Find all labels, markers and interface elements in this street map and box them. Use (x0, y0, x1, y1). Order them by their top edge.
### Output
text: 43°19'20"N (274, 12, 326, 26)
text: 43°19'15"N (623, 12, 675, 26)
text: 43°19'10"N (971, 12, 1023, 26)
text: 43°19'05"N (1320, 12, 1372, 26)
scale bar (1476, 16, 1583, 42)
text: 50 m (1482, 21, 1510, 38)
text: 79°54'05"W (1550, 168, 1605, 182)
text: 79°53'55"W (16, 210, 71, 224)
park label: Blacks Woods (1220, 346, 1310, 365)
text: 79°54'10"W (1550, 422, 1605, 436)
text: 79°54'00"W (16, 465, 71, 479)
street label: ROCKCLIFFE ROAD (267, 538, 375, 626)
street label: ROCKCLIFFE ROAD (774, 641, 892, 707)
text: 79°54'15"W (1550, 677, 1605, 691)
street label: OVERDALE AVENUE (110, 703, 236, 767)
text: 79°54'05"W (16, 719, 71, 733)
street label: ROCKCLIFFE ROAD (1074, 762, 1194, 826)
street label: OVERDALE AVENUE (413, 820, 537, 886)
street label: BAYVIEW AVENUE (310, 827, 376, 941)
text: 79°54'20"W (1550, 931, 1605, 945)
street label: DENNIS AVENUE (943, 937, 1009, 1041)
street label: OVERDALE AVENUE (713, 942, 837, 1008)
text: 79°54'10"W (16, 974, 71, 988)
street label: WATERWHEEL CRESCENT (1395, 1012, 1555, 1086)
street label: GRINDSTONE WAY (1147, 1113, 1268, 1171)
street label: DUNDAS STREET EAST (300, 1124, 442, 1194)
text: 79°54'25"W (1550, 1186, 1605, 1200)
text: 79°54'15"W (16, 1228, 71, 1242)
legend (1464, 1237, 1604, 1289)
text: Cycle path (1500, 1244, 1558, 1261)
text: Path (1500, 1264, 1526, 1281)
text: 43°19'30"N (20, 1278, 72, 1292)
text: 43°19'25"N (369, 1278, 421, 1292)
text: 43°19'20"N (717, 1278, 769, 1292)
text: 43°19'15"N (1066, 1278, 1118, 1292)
· · ·
(Exercise directions)
The lines to show are those in the data above that include "AVENUE".

(Solution to this task)
street label: OVERDALE AVENUE (110, 703, 236, 767)
street label: OVERDALE AVENUE (413, 820, 537, 886)
street label: BAYVIEW AVENUE (310, 827, 376, 941)
street label: DENNIS AVENUE (943, 937, 1009, 1041)
street label: OVERDALE AVENUE (713, 942, 837, 1008)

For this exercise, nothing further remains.